Exactly reproduce the lines from the top of the entries below through the line containing "Quick job: Extract", with both ends included.

Stored records
——————
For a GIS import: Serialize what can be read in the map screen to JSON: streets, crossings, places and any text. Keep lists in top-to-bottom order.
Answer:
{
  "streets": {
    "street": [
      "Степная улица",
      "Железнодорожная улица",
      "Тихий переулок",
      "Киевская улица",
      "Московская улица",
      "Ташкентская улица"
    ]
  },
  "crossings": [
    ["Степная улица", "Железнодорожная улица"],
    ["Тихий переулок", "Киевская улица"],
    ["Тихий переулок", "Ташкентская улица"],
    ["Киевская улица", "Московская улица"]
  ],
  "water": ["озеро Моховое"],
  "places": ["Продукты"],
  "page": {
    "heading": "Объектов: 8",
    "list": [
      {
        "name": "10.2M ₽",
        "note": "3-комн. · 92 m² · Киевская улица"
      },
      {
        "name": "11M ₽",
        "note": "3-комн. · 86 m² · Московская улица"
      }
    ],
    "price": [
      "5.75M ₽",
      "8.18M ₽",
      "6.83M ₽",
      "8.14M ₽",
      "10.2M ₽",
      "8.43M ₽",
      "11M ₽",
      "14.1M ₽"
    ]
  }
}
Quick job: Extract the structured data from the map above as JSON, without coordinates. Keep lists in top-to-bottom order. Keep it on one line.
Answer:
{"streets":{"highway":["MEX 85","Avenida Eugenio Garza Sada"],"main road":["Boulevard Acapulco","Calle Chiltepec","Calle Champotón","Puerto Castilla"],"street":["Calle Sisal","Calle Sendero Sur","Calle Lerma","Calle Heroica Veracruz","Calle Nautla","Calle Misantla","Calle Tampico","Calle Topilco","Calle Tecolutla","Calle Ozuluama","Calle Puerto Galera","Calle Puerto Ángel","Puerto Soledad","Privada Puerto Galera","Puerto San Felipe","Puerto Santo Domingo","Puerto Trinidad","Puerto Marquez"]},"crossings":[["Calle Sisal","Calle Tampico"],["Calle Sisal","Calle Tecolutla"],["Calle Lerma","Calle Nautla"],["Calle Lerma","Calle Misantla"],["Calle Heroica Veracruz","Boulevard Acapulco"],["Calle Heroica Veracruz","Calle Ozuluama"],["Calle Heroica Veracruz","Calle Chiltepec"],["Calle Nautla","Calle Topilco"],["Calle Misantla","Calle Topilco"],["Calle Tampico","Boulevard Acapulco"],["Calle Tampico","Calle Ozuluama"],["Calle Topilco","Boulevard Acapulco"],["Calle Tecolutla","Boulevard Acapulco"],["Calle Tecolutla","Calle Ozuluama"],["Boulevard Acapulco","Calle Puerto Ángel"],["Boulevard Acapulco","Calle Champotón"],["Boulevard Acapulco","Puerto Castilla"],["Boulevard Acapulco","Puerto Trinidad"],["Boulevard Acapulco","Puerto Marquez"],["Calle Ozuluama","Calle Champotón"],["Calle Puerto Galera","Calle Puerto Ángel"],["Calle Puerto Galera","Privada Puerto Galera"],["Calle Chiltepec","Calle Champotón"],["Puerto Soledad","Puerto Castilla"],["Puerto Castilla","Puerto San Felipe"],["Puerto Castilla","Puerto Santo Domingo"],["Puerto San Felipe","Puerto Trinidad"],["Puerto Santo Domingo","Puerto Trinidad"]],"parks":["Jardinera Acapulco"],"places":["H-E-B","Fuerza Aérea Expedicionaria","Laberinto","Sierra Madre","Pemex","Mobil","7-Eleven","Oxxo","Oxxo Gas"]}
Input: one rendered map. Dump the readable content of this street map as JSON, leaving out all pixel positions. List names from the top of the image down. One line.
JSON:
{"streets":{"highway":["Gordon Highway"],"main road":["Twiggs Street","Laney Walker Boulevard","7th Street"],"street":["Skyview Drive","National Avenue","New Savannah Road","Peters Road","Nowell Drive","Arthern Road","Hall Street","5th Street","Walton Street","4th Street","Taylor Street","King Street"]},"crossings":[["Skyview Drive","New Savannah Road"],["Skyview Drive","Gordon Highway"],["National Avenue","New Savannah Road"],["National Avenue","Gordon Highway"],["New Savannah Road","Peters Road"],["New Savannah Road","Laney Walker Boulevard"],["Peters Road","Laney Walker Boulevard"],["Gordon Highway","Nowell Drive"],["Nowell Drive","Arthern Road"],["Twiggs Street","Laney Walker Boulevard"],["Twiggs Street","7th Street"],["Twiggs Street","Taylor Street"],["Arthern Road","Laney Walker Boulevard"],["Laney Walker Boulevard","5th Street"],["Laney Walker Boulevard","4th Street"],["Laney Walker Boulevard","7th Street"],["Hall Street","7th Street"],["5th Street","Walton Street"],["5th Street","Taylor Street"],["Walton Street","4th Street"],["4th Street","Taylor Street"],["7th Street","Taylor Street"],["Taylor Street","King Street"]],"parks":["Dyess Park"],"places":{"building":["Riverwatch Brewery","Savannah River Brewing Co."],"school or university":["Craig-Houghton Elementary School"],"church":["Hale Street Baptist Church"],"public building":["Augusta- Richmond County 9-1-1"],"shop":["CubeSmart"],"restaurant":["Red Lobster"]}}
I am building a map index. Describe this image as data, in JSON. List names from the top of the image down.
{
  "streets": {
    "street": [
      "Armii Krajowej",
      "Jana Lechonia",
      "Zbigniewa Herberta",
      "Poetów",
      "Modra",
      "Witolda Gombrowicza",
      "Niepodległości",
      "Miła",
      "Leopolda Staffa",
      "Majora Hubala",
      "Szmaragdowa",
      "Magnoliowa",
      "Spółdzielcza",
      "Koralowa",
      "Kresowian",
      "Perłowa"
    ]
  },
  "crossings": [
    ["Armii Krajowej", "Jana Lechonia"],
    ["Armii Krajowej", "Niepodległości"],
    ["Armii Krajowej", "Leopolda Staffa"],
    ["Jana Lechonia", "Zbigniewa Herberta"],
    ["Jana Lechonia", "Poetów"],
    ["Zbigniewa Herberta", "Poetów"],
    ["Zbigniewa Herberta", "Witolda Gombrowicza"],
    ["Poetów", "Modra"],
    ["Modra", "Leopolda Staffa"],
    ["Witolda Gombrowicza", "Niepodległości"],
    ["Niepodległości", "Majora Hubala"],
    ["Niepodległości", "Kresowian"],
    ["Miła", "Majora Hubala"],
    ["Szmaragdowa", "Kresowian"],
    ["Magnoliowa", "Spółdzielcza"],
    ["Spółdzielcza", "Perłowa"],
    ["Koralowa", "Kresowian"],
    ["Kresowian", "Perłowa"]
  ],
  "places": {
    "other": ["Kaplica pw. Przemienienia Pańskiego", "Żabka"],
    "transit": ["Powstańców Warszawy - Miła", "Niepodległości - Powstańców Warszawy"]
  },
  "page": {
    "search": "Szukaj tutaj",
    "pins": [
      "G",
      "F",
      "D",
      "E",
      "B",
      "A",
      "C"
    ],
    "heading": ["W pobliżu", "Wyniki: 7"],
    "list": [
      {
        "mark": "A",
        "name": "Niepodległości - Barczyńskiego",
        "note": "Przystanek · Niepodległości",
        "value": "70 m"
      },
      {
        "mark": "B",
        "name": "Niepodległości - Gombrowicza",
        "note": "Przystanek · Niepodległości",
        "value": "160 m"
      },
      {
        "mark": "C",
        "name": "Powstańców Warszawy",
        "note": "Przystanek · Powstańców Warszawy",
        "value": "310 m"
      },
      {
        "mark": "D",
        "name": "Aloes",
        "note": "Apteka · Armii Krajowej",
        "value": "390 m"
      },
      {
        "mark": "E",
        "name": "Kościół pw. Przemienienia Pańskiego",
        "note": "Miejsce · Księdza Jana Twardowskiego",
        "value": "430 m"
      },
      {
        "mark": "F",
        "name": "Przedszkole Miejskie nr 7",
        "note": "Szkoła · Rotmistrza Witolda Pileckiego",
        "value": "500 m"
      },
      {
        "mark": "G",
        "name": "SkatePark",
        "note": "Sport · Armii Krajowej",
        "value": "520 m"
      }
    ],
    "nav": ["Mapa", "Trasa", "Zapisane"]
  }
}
——————
* **Task answer**:
For a GIS import: Serialize what can be read in the map screen to JSON: streets, crossings, places and any text. Keep lists in top-to-bottom order.
Answer:
{
  "streets": {
    "street": [
      "Степная улица",
      "Железнодорожная улица",
      "Тихий переулок",
      "Киевская улица",
      "Московская улица",
      "Ташкентская улица"
    ]
  },
  "crossings": [
    ["Степная улица", "Железнодорожная улица"],
    ["Тихий переулок", "Киевская улица"],
    ["Тихий переулок", "Ташкентская улица"],
    ["Киевская улица", "Московская улица"]
  ],
  "water": ["озеро Моховое"],
  "places": ["Продукты"],
  "page": {
    "heading": "Объектов: 8",
    "list": [
      {
        "name": "10.2M ₽",
        "note": "3-комн. · 92 m² · Киевская улица"
      },
      {
        "name": "11M ₽",
        "note": "3-комн. · 86 m² · Московская улица"
      }
    ],
    "price": [
      "5.75M ₽",
      "8.18M ₽",
      "6.83M ₽",
      "8.14M ₽",
      "10.2M ₽",
      "8.43M ₽",
      "11M ₽",
      "14.1M ₽"
    ]
  }
}
Quick job: Extract the structured data from the map above as JSON, without coordinates. Keep lists in top-to-bottom order. Keep it on one line.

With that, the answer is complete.